These are the hidden words that the living Jesus spoke. And Didymos Judas Thomas wrote them down.

(26) Jesus says: “You see the splinter that is in your brother’s eye, but you do not see the beam that is in your (own) eye.  When you remove the beam from your (own) eye, then you will see clearly (enough) to remove the splinter from your brother’s eye.”

(27) “If you do not abstain from the world, you will not find the kingdom. If you do not make the Sabbath into a Sabbath, you will not see the Father.”

(28) Jesus says: “I stood in the middle of the world, and in flesh I appeared to them. I found all of them drunk. None of them did I find thirsty. And my soul ached for the children of humanity, because they are blind in their heart, and they cannot see; for they came into the world empty, (and) they also seek to depart from the world empty. But now they are drunk. (But) when they shake off their wine, then they will change their mind.”
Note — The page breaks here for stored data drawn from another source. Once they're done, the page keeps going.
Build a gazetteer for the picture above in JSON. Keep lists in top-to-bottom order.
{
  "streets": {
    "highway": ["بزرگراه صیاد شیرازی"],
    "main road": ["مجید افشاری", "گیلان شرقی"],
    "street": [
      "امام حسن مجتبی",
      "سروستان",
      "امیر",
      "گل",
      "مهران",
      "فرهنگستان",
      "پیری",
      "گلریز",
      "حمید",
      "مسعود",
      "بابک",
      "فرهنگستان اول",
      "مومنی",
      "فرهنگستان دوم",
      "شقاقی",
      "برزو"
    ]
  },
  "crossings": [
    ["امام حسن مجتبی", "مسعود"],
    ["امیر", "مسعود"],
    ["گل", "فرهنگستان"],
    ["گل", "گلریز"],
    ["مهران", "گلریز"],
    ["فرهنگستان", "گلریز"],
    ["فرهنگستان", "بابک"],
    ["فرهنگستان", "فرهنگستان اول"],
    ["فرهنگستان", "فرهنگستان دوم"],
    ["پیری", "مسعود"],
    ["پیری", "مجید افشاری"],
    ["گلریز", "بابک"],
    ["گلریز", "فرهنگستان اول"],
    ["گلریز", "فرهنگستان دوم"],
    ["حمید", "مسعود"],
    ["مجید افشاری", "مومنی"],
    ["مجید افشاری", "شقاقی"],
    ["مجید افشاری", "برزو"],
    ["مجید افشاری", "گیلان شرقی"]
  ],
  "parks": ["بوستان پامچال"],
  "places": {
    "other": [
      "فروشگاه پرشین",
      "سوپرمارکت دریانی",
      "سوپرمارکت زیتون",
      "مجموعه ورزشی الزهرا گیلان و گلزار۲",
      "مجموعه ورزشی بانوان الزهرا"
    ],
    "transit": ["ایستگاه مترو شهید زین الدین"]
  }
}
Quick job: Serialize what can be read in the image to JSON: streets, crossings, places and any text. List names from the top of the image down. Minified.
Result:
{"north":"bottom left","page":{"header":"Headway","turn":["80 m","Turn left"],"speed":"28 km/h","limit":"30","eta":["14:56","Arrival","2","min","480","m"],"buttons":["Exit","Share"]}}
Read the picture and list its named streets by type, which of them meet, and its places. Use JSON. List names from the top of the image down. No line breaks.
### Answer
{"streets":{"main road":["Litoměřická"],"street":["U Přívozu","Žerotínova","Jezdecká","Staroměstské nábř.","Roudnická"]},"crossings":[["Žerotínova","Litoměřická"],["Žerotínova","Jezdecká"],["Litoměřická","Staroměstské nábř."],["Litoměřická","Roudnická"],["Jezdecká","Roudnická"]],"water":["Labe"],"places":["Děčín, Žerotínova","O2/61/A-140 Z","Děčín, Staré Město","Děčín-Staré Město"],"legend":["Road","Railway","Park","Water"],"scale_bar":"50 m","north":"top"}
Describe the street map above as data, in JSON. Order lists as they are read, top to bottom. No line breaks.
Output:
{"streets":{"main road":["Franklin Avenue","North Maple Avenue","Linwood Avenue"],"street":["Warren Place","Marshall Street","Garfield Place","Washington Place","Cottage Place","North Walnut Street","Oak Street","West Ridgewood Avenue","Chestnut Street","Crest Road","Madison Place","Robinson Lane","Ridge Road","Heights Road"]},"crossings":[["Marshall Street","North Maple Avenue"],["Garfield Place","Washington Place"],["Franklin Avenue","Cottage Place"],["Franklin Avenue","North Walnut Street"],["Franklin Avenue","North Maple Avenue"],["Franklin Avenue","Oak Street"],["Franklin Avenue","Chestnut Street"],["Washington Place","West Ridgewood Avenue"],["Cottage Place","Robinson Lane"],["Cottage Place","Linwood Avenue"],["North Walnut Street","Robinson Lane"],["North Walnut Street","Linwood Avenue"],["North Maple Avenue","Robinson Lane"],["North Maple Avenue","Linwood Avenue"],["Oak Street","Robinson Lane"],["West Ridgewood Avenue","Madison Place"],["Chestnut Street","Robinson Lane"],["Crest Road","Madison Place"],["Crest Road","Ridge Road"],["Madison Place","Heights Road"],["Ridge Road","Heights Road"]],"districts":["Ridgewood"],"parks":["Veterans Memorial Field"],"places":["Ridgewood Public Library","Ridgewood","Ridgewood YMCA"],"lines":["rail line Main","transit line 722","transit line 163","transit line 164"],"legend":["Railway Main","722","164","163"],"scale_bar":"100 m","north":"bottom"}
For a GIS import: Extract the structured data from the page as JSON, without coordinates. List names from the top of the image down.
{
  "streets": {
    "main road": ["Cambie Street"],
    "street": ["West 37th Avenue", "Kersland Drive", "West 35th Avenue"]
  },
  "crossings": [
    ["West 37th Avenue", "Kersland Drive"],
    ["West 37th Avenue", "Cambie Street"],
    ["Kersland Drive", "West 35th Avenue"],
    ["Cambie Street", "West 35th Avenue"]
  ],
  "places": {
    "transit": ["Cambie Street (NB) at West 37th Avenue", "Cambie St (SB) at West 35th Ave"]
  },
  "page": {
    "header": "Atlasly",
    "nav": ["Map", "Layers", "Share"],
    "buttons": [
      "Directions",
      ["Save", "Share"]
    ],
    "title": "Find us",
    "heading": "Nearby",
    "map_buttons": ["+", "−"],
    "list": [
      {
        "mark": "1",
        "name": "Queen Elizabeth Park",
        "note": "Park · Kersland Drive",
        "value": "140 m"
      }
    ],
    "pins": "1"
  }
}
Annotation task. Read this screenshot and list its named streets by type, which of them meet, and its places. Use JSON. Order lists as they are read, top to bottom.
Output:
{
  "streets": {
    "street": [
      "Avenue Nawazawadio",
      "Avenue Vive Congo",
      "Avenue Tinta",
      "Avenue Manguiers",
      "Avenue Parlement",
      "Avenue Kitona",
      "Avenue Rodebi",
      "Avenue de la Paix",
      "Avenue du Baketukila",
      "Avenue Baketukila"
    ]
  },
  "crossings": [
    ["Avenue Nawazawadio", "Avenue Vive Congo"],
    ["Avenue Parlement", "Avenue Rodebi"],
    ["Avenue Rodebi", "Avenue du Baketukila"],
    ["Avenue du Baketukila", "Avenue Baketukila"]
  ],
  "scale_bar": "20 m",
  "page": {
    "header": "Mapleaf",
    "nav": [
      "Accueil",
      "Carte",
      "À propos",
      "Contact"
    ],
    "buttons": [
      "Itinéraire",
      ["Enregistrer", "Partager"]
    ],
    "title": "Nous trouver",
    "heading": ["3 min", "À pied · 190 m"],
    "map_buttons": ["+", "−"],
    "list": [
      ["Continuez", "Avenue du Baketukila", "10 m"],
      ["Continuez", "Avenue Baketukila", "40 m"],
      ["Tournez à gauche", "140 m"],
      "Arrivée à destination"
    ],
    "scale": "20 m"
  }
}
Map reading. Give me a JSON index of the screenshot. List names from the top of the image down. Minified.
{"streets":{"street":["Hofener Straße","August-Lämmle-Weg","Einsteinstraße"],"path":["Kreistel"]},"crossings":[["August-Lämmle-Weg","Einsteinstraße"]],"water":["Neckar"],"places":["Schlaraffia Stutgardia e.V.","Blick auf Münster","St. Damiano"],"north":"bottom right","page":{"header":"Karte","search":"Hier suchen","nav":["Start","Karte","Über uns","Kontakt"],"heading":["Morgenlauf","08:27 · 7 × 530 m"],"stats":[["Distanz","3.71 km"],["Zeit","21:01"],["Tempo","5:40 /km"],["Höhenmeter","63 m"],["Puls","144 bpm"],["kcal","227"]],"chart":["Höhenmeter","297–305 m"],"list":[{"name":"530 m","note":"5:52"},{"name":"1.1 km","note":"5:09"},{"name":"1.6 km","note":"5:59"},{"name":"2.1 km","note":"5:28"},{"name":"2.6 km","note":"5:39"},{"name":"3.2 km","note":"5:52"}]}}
(29) Jesus says: “If the flesh came into being because of the spirit, it is a wonder. But if the spirit (came into being) because of the body, it is a wonder of wonders. Yet I marvel at how this great wealth has taken up residence in this poverty”14

In the last essay we discussed the twenty sixth saying from the Gospel of Thomas, a saying that is typical of the similar sayings from the synoptic gospels of Matthew and Luke although it is framed as a direct statement and is a bit shorter. The point however IS the same which is, from the most personal level; do not look askance at what others are doing when you yourself are doing similar things. We should not think that this is in the matter of correction only although this is the way that this IS apparently worded. By the manner of removing the speck from one’s brother’s eye whilst one has a beam, a much larger charge, in his own eye should leave the idea here that this is the hypocritical way of men in the world who are focused upon themselves as the center of their own little worlds. We should remember that this IS, as ARE most of the words of the Master, a parabolic saying as the meaning is not the speck nor the beam but the principals that they represent or conceal one’s own Life and not in the Life of the other party. We left the modern day example of the smoking parents who admonish their children not to smoke and today we can add an even more ‘everyday’ example of the man driving at seventy in a fifty-five mile per hour zone commenting, even if to himself, negatively about the one who is passing him going at a speed of eighty. Surely the Master did not have things such as these in mind when He said this most profound saying to these people 2000 years ago and, while these may seem like minor examples, they ARE examples and offenses nonetheless.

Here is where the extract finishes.